# WORK ORDER:
Copy out the entries below exactly as they stand, but only from the line containing "display:flex; flex-direction:column; gap:9px;" through the line containing "display:grid; place-items:center; width:54px;".

= = = = =

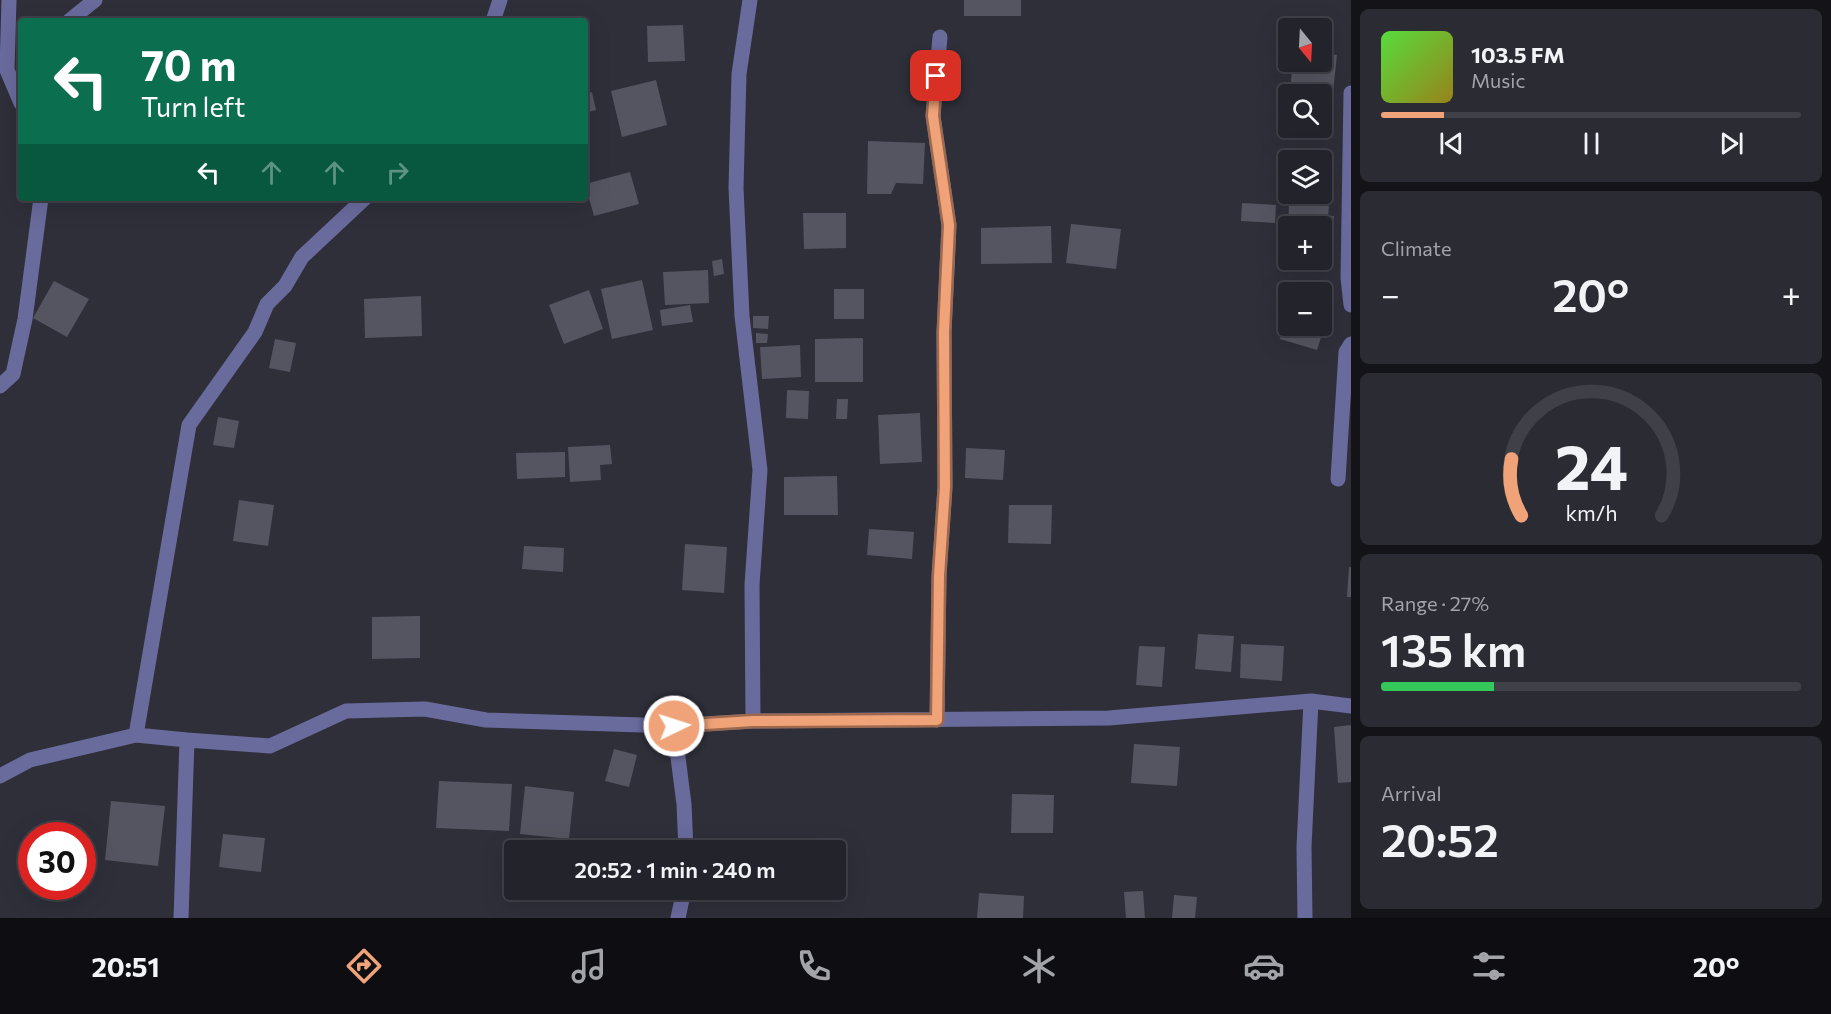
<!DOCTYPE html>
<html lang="en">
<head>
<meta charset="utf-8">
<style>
	:root { --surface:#23232c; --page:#2b2b34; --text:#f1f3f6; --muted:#a3a4a9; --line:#404048; --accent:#f0a278 }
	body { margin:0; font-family:Commissioner,sans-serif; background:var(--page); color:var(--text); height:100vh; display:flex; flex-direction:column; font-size:22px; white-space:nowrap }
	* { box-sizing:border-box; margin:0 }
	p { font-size:20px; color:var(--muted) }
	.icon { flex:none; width:33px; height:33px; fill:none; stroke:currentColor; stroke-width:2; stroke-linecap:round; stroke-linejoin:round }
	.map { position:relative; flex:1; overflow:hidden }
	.sheet { display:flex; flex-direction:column; gap:9px; padding:9px; background:#131318; width:480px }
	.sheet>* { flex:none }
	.guide { position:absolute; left:18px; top:18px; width:570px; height:183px; border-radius:6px; box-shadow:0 6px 24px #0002,0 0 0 2px var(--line); background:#0b6e4f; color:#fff; overflow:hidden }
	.needle { width:39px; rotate:162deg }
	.fabs { position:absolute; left:1278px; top:18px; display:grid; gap:12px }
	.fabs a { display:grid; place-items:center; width:54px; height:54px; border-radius:6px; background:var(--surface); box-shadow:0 6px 24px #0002,0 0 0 2px var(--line); font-size:30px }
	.speed { position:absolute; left:18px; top:822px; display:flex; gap:12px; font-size:30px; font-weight:700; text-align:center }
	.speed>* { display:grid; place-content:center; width:78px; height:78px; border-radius:50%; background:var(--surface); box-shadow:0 6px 24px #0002,0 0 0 2px var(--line); line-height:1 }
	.speed .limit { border:9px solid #d22; background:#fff; color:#111 }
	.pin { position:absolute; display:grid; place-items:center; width:51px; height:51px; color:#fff; margin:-26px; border-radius:12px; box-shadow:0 3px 9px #0006 }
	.me { position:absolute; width:66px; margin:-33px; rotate:86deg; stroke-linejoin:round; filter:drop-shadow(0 0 4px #0008) }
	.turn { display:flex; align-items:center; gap:21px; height:126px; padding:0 24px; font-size:27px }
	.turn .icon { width:78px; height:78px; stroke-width:2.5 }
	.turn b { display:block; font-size:42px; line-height:51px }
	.lanes { display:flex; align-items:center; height:57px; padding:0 24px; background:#0003; justify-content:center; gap:30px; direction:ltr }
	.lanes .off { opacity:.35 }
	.big { font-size:45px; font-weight:600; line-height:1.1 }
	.sheet .tile { flex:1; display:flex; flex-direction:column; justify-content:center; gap:9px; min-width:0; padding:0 21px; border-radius:9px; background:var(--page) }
	.sheet .dial { align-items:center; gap:0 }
	.dial svg { height:156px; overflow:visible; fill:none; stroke:var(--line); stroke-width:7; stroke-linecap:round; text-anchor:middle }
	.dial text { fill:var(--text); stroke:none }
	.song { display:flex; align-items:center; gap:18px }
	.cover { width:72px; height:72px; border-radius:9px; background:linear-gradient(135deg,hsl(110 70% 55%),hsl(50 70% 35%)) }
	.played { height:6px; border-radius:3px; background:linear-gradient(90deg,var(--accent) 15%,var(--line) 15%) }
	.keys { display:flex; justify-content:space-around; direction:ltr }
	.heat { display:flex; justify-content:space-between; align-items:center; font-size:33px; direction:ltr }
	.charge { height:9px; border-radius:4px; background:linear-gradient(90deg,#34c759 27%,var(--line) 0) }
	.trip { position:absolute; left:504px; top:840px; width:342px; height:60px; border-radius:6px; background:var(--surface); box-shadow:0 6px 24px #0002,0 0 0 2px var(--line); font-weight:600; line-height:60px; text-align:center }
	.menu { display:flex; height:96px; justify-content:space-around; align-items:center; background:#0e0e12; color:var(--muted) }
	.menu .icon { width:42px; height:42px }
	.menu .active { color:var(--accent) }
	.menu b { font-size:27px; color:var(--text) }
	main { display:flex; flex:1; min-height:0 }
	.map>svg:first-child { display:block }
	.building { fill:#555561 }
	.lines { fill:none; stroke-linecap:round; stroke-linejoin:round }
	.street { stroke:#6a6b9d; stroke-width:15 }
	.route-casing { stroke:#9c694e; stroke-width:15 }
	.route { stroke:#f0a278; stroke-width:10 }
</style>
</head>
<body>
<main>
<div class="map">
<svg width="1351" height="918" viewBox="0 0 1351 918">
	<rect width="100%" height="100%" fill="#2f2f3a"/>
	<path class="building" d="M964,0H1021V16H964Z
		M683,25L685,61L648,62L647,26Z
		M1322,53L1337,55L1333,93L1290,89L1293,62H1322Z
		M656,80L667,125L622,137L611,91Z
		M592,92L596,110L585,113V94Z
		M868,141L925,143L923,184L896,183L891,194H867Z
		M630,172L639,204L594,216L585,184Z
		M1242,203L1276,205L1275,223L1241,221Z
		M1289,203L1329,206L1328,216H1334L1332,234L1328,233L1327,246H1322V226H1288Z
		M803,213H846V248L804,249Z
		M1071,224L1121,229L1116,269L1066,263Z
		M1051,226L1052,263L981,264V228Z
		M722,259L724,274L714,276L712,261Z
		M708,270L709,303L665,305L663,272Z
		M642,280L653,330L612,339L601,289Z
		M54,281L89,299L67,337L33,318Z
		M834,289H864V319H834Z
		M589,290L603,329L564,344L549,305Z
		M421,296L422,336L365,338L364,299Z
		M690,305L693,322L662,326L660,310Z
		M1288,315V326H1322V316L1327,318L1317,350L1280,339Z
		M753,316H769L768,329L753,328Z
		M756,333L768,334L767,343H756Z
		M863,338V382H815V339Z
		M275,339L296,343L290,372L269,368Z
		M800,345L801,377L762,379L760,347Z
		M787,390L809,391L808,419L786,418Z
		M837,399H848L847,419H836Z
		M920,413L922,462L880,464L878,415Z
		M218,417L239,421L234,448L213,445Z
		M610,445L612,464L600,465L601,480L570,482L568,447Z
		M966,448L1005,450L1003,480L965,478Z
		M565,452V477L517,479L516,453Z
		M837,476L838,515H784V477Z
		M239,500L274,505L268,546L233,541Z
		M1009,505H1052L1051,544L1008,543Z
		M869,529L914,532L912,559L867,555Z
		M685,544L727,547L724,593L682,590Z
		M524,546L564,548L563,572L522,569Z
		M1349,567H1351V597H1347Z
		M420,616V658L372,659V617Z
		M1198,634L1234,636L1231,672L1195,669Z
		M1241,644L1284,646L1282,681L1240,678Z
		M1139,646L1165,647L1162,687L1136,685Z
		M1351,725V782L1338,783L1334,727Z
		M1134,744L1180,747L1177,786L1131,783Z
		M614,749L637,755L629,787L605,781Z
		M439,781L512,784L509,831L436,828Z
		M525,786L574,792L569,839L520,834Z
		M1012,794L1054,795L1053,833H1011Z
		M111,801L165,806L158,866L105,860Z
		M223,834L265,838L261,872L219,867Z
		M1143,891L1145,918H1126L1124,892Z
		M979,893L1024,896L1023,918H977Z
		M1174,895L1197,897L1195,918H1172Z"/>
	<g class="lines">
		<path class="street" d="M9,0L7,70L21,103
			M750,0L739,74L736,188L742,316L760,470L752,585L753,721
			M69,21L95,0
			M493,21L500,0
			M1348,278L1351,93
			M1351,278H1348L1351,305
			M0,386L13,374L25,319L41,198
			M1338,479L1346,352L1351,344
			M937,720L939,576L945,487L944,332L949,225L933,116L940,37
			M674,726L684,804L686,850
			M187,740L270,746L346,711L425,709L486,720L674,726L753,721L1109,718L1311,701L1351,706
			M0,776L30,760L136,735
			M181,918L187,740L136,735L189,425L255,332L267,304L285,286L302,257L365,198
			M678,918L684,890
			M1305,918L1304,847L1311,701"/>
	</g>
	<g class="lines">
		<defs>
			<path id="route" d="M674,726L753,721L937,720L939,576L945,487L944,332L949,225L933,116L936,76"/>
		</defs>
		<use href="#route" class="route-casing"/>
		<use href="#route" class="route"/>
	</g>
</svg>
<div class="fabs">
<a><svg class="needle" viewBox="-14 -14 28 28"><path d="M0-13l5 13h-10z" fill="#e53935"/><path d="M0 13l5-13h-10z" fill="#a3a4a9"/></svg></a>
<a><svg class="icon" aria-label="search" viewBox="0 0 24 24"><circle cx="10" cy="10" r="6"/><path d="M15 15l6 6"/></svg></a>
<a><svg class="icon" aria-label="layers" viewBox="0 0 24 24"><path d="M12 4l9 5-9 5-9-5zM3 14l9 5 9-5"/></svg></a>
<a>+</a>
<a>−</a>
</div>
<div class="speed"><div class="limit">30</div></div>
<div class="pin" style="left:936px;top:76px;background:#d93025"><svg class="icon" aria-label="arrive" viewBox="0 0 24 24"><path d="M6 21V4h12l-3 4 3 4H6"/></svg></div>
<svg class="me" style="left:674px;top:726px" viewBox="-20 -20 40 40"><circle r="17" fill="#f0a278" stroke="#fff" stroke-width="3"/><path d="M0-11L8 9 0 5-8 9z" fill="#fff"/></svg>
<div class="trip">20:52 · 1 min · 240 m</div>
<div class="guide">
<div class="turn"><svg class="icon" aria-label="left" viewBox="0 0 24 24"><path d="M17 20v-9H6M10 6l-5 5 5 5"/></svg><div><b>70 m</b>Turn left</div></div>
<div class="lanes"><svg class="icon" aria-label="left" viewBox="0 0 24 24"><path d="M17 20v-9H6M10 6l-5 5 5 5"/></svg><svg class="icon off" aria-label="ahead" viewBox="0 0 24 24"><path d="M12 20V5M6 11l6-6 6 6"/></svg><svg class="icon off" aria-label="ahead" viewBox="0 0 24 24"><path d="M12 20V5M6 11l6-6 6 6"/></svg><svg class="icon off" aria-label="right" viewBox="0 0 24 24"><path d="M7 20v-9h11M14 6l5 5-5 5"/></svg></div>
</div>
</div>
<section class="sheet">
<div class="tile">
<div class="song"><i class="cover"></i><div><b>103.5 FM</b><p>Music</p></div></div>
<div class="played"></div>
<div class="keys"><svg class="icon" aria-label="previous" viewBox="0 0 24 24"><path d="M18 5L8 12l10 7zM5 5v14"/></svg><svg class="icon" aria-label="pause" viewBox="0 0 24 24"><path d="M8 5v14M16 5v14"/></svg><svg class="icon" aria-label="next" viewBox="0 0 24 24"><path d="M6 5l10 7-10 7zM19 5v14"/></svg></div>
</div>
<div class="tile"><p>Climate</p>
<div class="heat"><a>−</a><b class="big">20°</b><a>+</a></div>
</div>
<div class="tile dial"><svg viewBox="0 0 100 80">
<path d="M14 69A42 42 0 1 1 86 69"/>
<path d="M14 69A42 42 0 0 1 9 40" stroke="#f0a278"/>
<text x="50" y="56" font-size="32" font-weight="700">24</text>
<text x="50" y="72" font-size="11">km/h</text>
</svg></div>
<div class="tile"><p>Range · 27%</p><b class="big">135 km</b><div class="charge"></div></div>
<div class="tile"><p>Arrival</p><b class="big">20:52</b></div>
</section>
</main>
<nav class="menu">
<b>20:51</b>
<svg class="icon active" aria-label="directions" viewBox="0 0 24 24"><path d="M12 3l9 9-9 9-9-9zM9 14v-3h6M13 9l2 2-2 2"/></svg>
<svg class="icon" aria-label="music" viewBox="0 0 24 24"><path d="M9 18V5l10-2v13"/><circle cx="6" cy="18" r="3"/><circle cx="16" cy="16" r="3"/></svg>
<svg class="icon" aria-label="phone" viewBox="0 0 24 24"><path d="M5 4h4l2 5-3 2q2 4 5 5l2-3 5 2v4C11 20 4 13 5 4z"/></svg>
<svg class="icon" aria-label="climate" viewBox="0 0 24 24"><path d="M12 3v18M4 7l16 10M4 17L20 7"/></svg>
<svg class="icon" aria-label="car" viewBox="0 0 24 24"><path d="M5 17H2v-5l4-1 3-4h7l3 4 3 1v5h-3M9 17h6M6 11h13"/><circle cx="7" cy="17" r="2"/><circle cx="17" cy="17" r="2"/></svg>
<svg class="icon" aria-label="filters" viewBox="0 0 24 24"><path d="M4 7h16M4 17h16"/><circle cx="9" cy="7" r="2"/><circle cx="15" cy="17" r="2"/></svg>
<b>20°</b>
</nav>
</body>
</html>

= = = = =

# TASK RESULT:
	.sheet { display:flex; flex-direction:column; gap:9px; padding:9px; background:#131318; width:480px }
	.sheet>* { flex:none }
	.guide { position:absolute; left:18px; top:18px; width:570px; height:183px; border-radius:6px; box-shadow:0 6px 24px #0002,0 0 0 2px var(--line); background:#0b6e4f; color:#fff; overflow:hidden }
	.needle { width:39px; rotate:162deg }
	.fabs { position:absolute; left:1278px; top:18px; display:grid; gap:12px }
	.fabs a { display:grid; place-items:center; width:54px; height:54px; border-radius:6px; background:var(--surface); box-shadow:0 6px 24px #0002,0 0 0 2px var(--line); font-size:30px }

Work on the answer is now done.